This Luxurious Connemara Hotel Is Like Stepping Into Another World
When it comes to booking into a hotel, there are a few simple things that most people look for. If you're anything like us, comfort is obviously a huge selling point, along with great food and a decent list of things to do.
Pretty standard requirements for any hotel worth its salt, we're sure you'll agree. Throw in some of the most helpful staff we've had the pleasure to meet, and some of the most picturesque scenery we've ever seen and you've got yourselves the Irish staycation of your dreams.
When we stayed at Ballynahinch Castle Hotel in Connemara, we were met with all this and so much more. As hidden gems go, things don't get much better.
Upon arrival, we availed of afternoon tea in the Owenmore Restaurant overlooking the Ballynahinch River and our expectations were exceeded by the scenery that greeted us through the rain-soaked window right next to our table.
The estate on which the hotel is built contains over 600 acres of mature wooded grounds brimming with history and character.
As we sampled an array of delectable sandwiches, scones and cakes, and sipped tea and Prosecco it felt like we'd stepped right into a fairy tale.
After tea, it was time to leave the restaurant behind, don the provided wellies and experience the vast estate for ourselves.
We took a guided walk which brought us along the old railway line and over the river where we were treated to a lesson in fly fishing.
Ballynahinch is a fisherperson's dream with ample space to unwind and cast a few lines with resident tutor Cyril. If that's not enough, the hotel also has its own fishing boat which takes people from nearby Roundstone out to various islands around the Connemara coast in search of the west coast's freshest cod and lobster. More about that later.
Once we had made our way back in the early evening it was time to unwind before dinner. While it was difficult to choose between hanging out in our spacious and luxurious bedroom or chilling by one of the hotel's six wood fireplaces with a perfectly poured pint, we managed to squeeze in a bit of both.
Having worked up quite the appetite it was time to settle back into the Owenmore where we were greeted by a menu which would cater for anyone's tastes. Understandably, given the setting of the castle, fish was a common sight on the menu.
We sampled both the gurnard and the duck and we were not disappointed as both tasted absolutely delightful.
While Ballynahinch Castle is located in close proximity to both Clifden and Roundstone, if relaxing is the name of the game then there really is no need to go in search of nightlife.
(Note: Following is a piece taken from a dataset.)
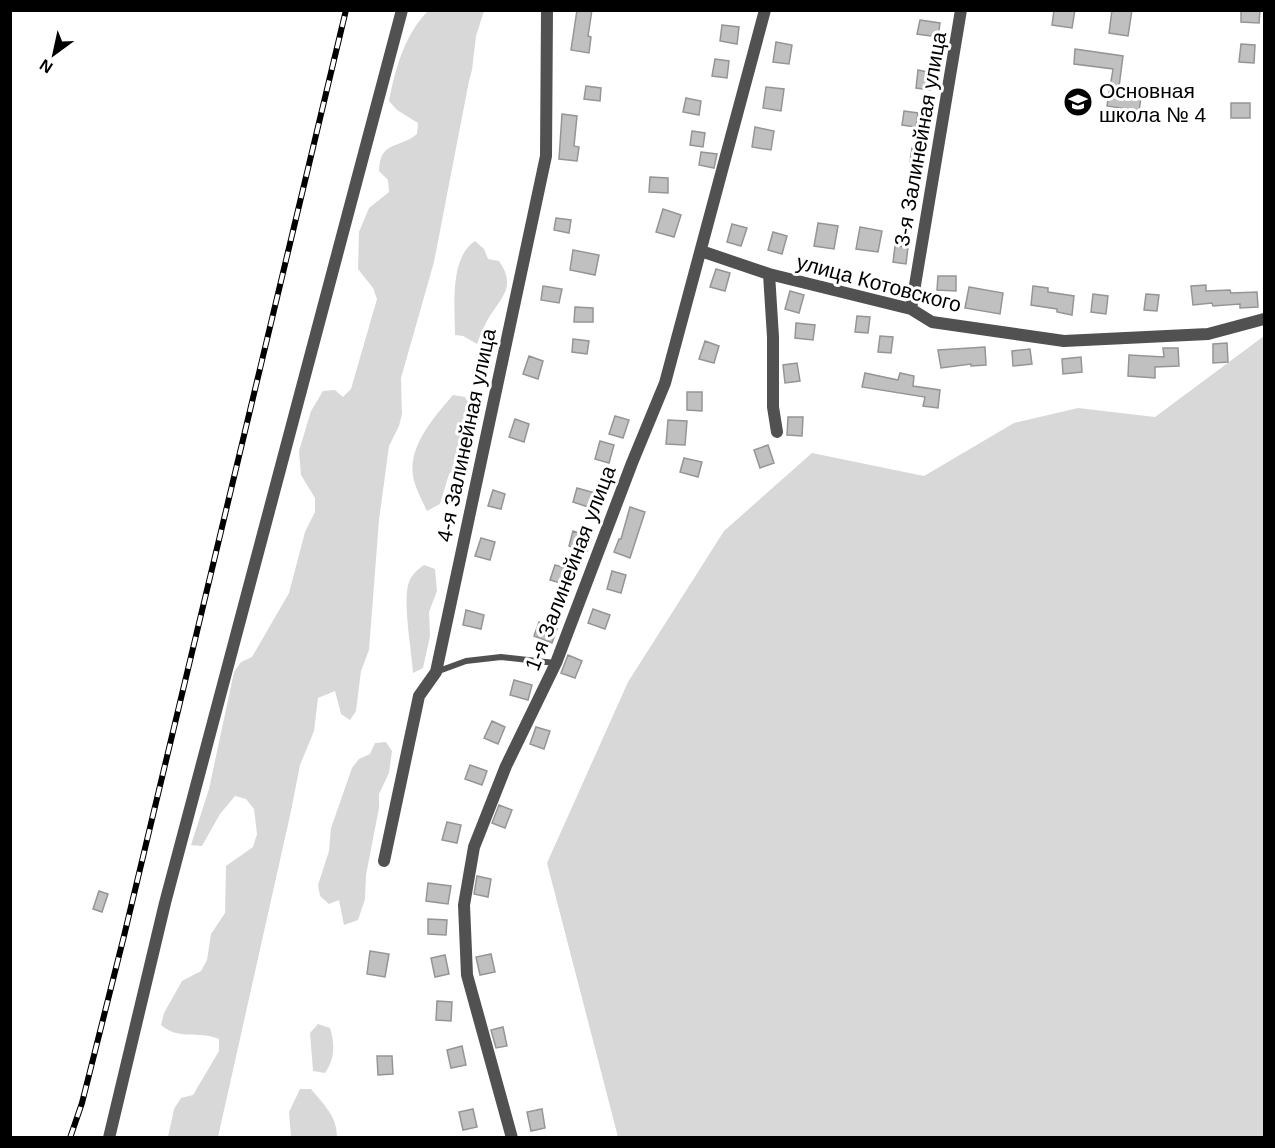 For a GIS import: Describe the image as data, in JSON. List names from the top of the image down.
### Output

Everything you need is right there on site.
With this in mind, we enjoyed a couple of after dinner drinks in the homely setting of the Fisherman's pub. Here, you'll find the kind of atmosphere not unlike the one you'd find down your local. Management mingles with staff and guests alike as the hotel winds down after another busy day.
We even managed to catch the tail end of a performance by a local trad group which was being lapped up by the host of international guests who had traveled from as far afield as America, Australia and beyond to get a true taste of the Irish countryside experience.
After retiring for the night and enjoying one of the most comfortable sleeps we've had in a long time, we opened the curtains in the morning to glorious sunshine across the estate. With last night's mouthwatering dinner still fresh in our memories and taste buds, we had high expectations for what breakfast had to offer.
Given that Ballynahinch Castle recently won the Georgina Campbell Irish Breakfast Award for Best Breakfast in a four star hotel, we'll let you muster a guess about how our Sunday fry-up tasted.
Along with the mixed grill of bacon, sausage, tomato and pudding was a breakfast buffet containing various cereals, juices, yoghurts and, it must be said, some of the finest bread we have ever tasted.
If none of that is for you, there are plenty of options to choose from the set breakfast menu pictured below.
Once we had finished, we made our way to Roundstone for a boat trip to nearby Inislacken Island where we managed to get a glimpse of the beauty of Connemara from an altogether different perspective. The island currently has no permanent inhabitants but is dotted with a number of cottages which people use as holiday homes as well as a revamped schoolhouse which is now used for the same purpose.
On the way back we stopped to hone our improving fishing skills and one of our party even managed to capture a codling. No fish were harmed though as we quickly threw the little fella back into the sea!
As with any boat trip, we returned slightly wetter than when we left. This must have been quite noticeable because as soon as we returned to the hotel a kindly member of staff insisted on serving us hot whiskeys to warm us up. Given that we had to drive back to Dublin, we persisted in our efforts to politely decline before we settled on a pot of tea instead.
We only stayed at Ballynahinch Castle Hotel for one night but the number of activities we squeezed in made it feel much longer.
For that reason, we were suitably knackered as we said our goodbyes to our new friends and made our way home. Not before squeezing in another road trip around the mountains of Connemara.
Do you fancy checking out Ballynahinch Castle Hotel this summer? You may see us there as we're already planning our next trip.